What is the clever way to do this? Thanks in advance.

Re: Protecting images by putting them outside the root

Posted: Wed Mar 23, 2011 10:22 am
by Bind
You can use PHP GD

example:

Code: Select all

<?php
header("Content-type: image/jpeg");
if($im=imagecreatefromjpeg('/www/host/user/protected_images/user01-category01-image01.jpg'))
   {
      if(imagejpeg($im))
         {
            imagedestroy($im);
         }
   }
?>
it is very important to destroy each image in server memory after its creation and output since GD can be very resource intensive, else you may get memory allocation errors at runtime.

You may also be able to stream them directly using fpassthru(), readfile(), or fopen() and fgets().
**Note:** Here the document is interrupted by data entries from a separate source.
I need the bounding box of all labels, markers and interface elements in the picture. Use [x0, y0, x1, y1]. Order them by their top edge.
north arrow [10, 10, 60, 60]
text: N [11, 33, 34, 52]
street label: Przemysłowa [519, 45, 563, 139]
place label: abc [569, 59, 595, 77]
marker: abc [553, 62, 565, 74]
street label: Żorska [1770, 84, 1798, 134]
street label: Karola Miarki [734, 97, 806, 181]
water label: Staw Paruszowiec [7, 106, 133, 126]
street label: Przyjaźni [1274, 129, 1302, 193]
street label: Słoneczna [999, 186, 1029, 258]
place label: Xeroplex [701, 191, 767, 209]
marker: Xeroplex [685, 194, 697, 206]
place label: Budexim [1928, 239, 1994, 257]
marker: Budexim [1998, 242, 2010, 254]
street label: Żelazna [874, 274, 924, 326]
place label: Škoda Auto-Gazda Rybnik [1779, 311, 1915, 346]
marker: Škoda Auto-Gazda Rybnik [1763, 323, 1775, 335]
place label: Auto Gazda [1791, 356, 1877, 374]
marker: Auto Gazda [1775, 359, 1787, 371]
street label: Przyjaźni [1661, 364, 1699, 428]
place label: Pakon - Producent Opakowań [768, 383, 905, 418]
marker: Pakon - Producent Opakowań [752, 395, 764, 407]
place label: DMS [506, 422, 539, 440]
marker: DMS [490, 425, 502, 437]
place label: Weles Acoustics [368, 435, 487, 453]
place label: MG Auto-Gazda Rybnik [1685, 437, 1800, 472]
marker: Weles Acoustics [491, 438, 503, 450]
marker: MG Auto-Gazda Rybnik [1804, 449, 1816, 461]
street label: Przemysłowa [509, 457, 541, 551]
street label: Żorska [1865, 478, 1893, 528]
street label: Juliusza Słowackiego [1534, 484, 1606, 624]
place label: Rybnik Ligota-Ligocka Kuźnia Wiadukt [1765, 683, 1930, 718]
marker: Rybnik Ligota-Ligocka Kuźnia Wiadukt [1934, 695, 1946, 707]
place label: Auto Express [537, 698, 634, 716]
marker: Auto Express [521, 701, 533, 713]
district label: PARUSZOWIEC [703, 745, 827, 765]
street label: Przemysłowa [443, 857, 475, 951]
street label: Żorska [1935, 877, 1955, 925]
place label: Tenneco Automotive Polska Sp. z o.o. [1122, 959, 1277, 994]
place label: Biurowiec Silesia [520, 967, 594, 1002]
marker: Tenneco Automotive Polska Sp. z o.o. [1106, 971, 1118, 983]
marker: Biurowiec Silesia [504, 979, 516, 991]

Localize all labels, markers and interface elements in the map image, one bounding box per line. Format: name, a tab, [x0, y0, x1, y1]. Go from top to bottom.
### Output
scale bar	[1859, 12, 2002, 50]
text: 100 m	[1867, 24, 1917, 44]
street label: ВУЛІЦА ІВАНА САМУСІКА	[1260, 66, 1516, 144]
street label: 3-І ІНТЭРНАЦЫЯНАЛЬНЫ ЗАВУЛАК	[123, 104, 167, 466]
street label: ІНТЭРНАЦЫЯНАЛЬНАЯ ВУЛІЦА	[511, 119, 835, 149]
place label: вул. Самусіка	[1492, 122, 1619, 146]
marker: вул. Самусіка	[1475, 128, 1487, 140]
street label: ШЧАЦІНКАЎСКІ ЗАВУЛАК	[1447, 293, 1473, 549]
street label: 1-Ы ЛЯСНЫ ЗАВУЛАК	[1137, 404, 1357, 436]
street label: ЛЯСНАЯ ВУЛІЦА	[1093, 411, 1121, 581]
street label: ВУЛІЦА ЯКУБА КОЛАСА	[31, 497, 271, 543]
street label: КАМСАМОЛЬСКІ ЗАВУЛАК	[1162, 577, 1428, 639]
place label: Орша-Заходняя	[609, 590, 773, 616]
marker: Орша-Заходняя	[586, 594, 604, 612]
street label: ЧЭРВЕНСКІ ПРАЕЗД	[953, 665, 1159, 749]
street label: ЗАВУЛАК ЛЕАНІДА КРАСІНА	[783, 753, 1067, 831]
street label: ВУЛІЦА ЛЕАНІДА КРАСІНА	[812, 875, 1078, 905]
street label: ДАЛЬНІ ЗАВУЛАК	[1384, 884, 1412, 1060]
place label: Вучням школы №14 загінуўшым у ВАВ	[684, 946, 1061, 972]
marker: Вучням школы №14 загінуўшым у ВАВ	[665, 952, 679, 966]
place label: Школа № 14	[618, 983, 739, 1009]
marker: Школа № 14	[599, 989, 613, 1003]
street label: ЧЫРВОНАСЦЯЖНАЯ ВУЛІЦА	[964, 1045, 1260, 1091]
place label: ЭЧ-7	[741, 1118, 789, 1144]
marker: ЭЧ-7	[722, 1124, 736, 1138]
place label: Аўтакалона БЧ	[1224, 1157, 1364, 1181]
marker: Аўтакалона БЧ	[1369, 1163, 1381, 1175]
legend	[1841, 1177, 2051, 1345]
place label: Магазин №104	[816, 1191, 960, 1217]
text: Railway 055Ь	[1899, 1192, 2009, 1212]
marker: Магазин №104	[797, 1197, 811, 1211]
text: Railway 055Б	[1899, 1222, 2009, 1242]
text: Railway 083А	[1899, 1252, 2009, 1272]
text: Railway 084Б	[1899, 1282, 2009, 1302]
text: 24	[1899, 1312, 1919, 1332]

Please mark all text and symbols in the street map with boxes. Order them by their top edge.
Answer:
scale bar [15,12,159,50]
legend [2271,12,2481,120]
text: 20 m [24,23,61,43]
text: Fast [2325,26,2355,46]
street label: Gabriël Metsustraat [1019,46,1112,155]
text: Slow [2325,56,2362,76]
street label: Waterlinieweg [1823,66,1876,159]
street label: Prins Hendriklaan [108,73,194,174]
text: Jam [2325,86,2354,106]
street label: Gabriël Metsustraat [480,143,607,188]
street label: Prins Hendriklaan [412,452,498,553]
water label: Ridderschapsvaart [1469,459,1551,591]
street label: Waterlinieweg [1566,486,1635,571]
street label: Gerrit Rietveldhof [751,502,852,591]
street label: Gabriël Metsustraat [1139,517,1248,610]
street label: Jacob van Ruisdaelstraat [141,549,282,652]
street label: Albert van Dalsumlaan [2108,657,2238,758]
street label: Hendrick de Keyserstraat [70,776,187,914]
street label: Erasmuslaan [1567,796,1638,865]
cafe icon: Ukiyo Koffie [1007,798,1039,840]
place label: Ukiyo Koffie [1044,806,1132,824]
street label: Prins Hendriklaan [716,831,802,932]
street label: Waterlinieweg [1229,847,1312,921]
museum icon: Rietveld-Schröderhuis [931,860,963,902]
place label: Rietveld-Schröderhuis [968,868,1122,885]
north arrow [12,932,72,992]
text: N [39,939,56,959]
Re: Protecting images by putting them outside the root

Posted: Wed Mar 23, 2011 2:34 pm
by bobthebuilder
Thanks for the input Bind. I guess your approach works by loading the image into a new web-page. (I haven't tried it yet!)

Possibly wouldn't solve the problem of me wanting to click on images to enable me to process them with other PHP files, like I would be able to if they were in the root.

I wondered if one approach is to generate a random string when the user registers, and use this as the directory name in the root so I can then link to the images directly. I would extract this ID when the user logs in and store it in a session variable. For one user to view another user's images he would have to guess the random string denoting the directory name.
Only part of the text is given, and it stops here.